No Further Monies are Due to You; Non-Waiver of Certain Rights
Other than the monies to be paid pursuant to paragraph 4 and the Equity Awards, there are no other monies that you claim are owed to you which relate in any way to your employment with the Company. This includes, but is not limited to, salaries, bonuses, commissions, wages, reimbursable business expenses or contributions to employee benefit plans, vacation or severance pay.

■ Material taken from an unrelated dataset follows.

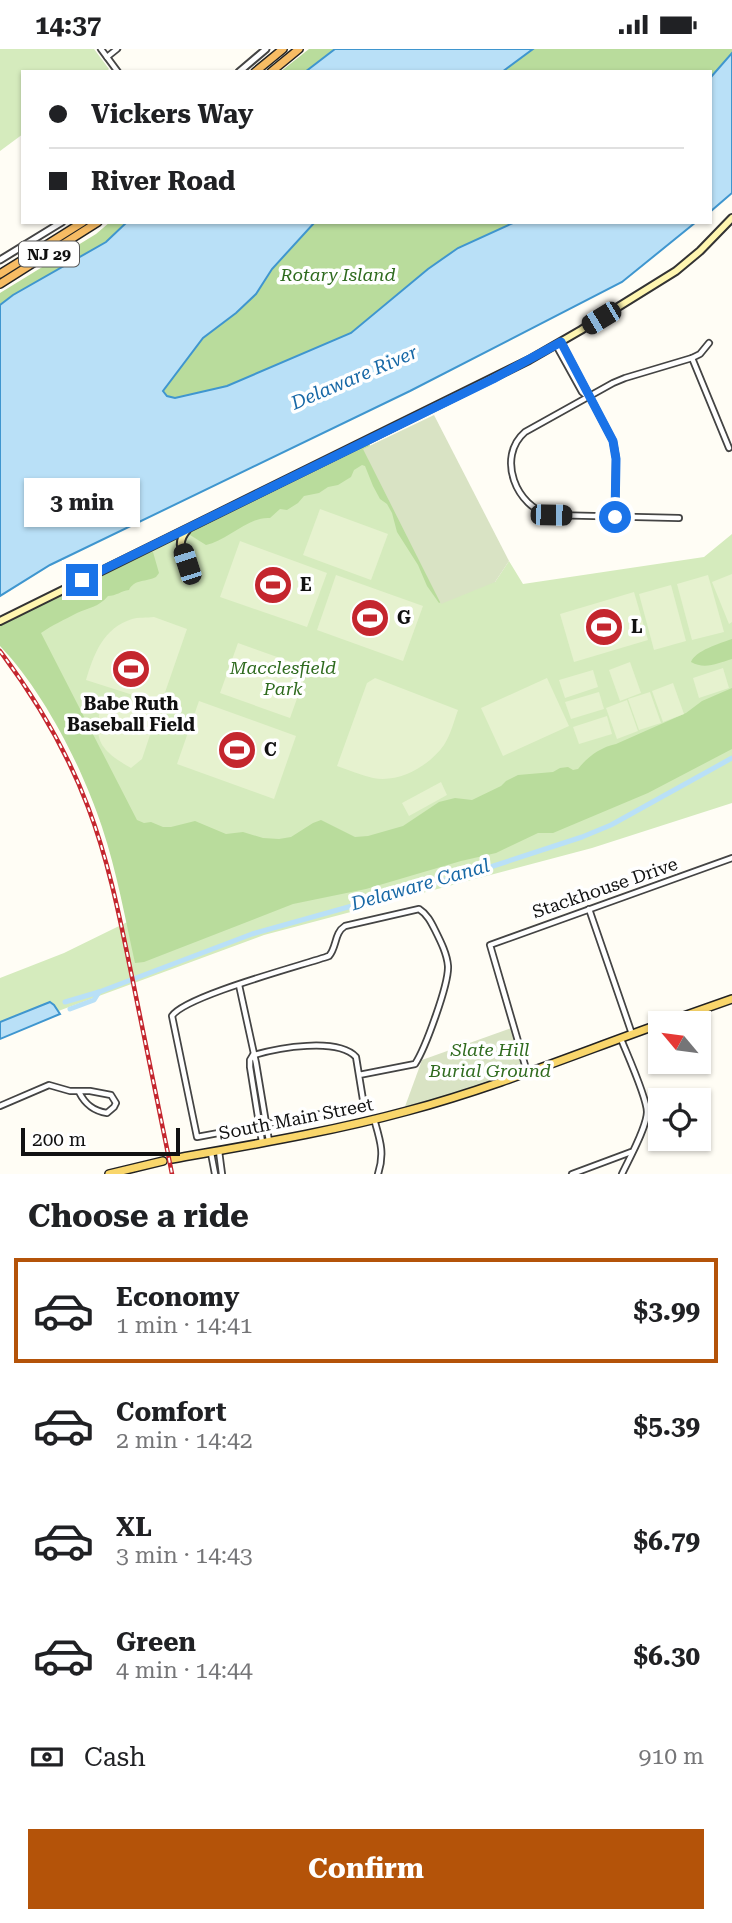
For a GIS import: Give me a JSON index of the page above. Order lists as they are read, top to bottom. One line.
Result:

Nothing herein shall be construed or interpreted in any way to: (a) limit or deny your right to receive any vested employee benefit under a plan of the Company for which you were or are a participant; (b) alter your right to elect continued coverage of benefits pursuant to the Consolidated Omnibus Budget Reconciliation Act of 1985 (“COBRA”) or any state equivalent law; or (c) limit your ability to seek and/or collect unemployment insurance benefits (assuming you otherwise qualify for such benefits).
Non-Waiver or Release of Subsequent Rights or Claims
Nothing contained herein is intended to or shall constitute a waiver or release of any rights or claims that arise after the date you sign this Agreement.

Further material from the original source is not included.